The 1959 Women in the Federal Service, 1939-1959 study noted that over four-fifths of women in federal service were employed in full-time white-collar positions. At the SEC, women comprised 32% of the staff. However, the study noted that, while men had received increases in job grades from grade 7 to grade 9 over the two decades, the average job grade for women remained at grade 4.10
“Miss Zion became my secretary on October 3, 1955. She had no previous experience with the SEC. Nevertheless, after a short orientation period, Miss Zion undertook a job which a number of previous secretaries has been unable to accomplish, and that was a reorganization of my files which in important areas constitute the only files in the Division and in fact the Commission with respect to these matters.”
The role of an efficient and effective secretary remained the most common job for a woman working at the U.S. Securities and Exchange Commission. Mollie Zion began her SEC service as assistant to Manuel Cohen, then Chief Counsel of the Division of Corporation Finance. Zion worked with Cohen as he rose through the ranks to the SEC Commission and appointment as Chairman. She regulated access to Cohen, assembled his materials, and – when he suffered a major heart attack soon after becoming Chairman – worked in tandem with SEC Commissioner Byron Woodside to maintain the functions of the office. Zion was equally adept at providing counsel to Cohen and providing orientation to incoming SEC administrative staff.
“After a career of investigating and prosecuting securities fraud, Jennie never had complete confidence in any of her personal financial advisors, bankers or stockbrokers and religiously reviewed every transaction and statement for potential errors. Jennie ran a law & order office, and maintained a law & order home, where every piece of paper had its assigned place in a properly labeled folder.”
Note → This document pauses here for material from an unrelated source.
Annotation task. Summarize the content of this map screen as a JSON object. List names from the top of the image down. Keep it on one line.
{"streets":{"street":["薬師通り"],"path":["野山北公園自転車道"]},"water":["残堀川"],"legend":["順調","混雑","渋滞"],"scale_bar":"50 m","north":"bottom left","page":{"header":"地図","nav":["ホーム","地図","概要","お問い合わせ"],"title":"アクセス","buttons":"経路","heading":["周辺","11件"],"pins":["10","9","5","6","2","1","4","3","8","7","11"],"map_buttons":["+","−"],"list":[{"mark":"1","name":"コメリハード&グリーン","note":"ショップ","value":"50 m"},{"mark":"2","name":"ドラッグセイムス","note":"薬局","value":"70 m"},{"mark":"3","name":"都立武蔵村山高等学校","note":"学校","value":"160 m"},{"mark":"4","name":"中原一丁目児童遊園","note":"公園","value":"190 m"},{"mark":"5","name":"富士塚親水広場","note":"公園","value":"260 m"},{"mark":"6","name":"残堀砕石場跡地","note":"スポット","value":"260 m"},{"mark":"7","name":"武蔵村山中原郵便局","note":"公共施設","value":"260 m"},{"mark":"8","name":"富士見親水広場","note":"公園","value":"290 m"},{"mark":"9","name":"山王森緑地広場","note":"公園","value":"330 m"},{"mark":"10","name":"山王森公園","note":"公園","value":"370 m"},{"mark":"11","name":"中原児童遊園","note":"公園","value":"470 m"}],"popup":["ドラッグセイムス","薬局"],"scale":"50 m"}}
More women at the SEC were beginning to move beyond secretarial and administrative positions. Jennie Howle Randolph began her service in the SEC Atlanta Regional Office in 1937 as a clerk-stenographer. While continuing her day job, she earned a law degree and an appointment as an SEC attorney. She was later named SEC Southeast Regional Counsel, and retired from the SEC in 1976. Evelyn Taylor, a contemporary of Randolph, began work at the SEC Atlanta Regional Office as a junior stenographer and advanced to staff accountant, retiring in 1974.11
“My section’s chief name was George Scully. And although we turned out to be great friends, George was less than enthusiastic about having a female financial analyst when I first came. There weren’t too many of us.”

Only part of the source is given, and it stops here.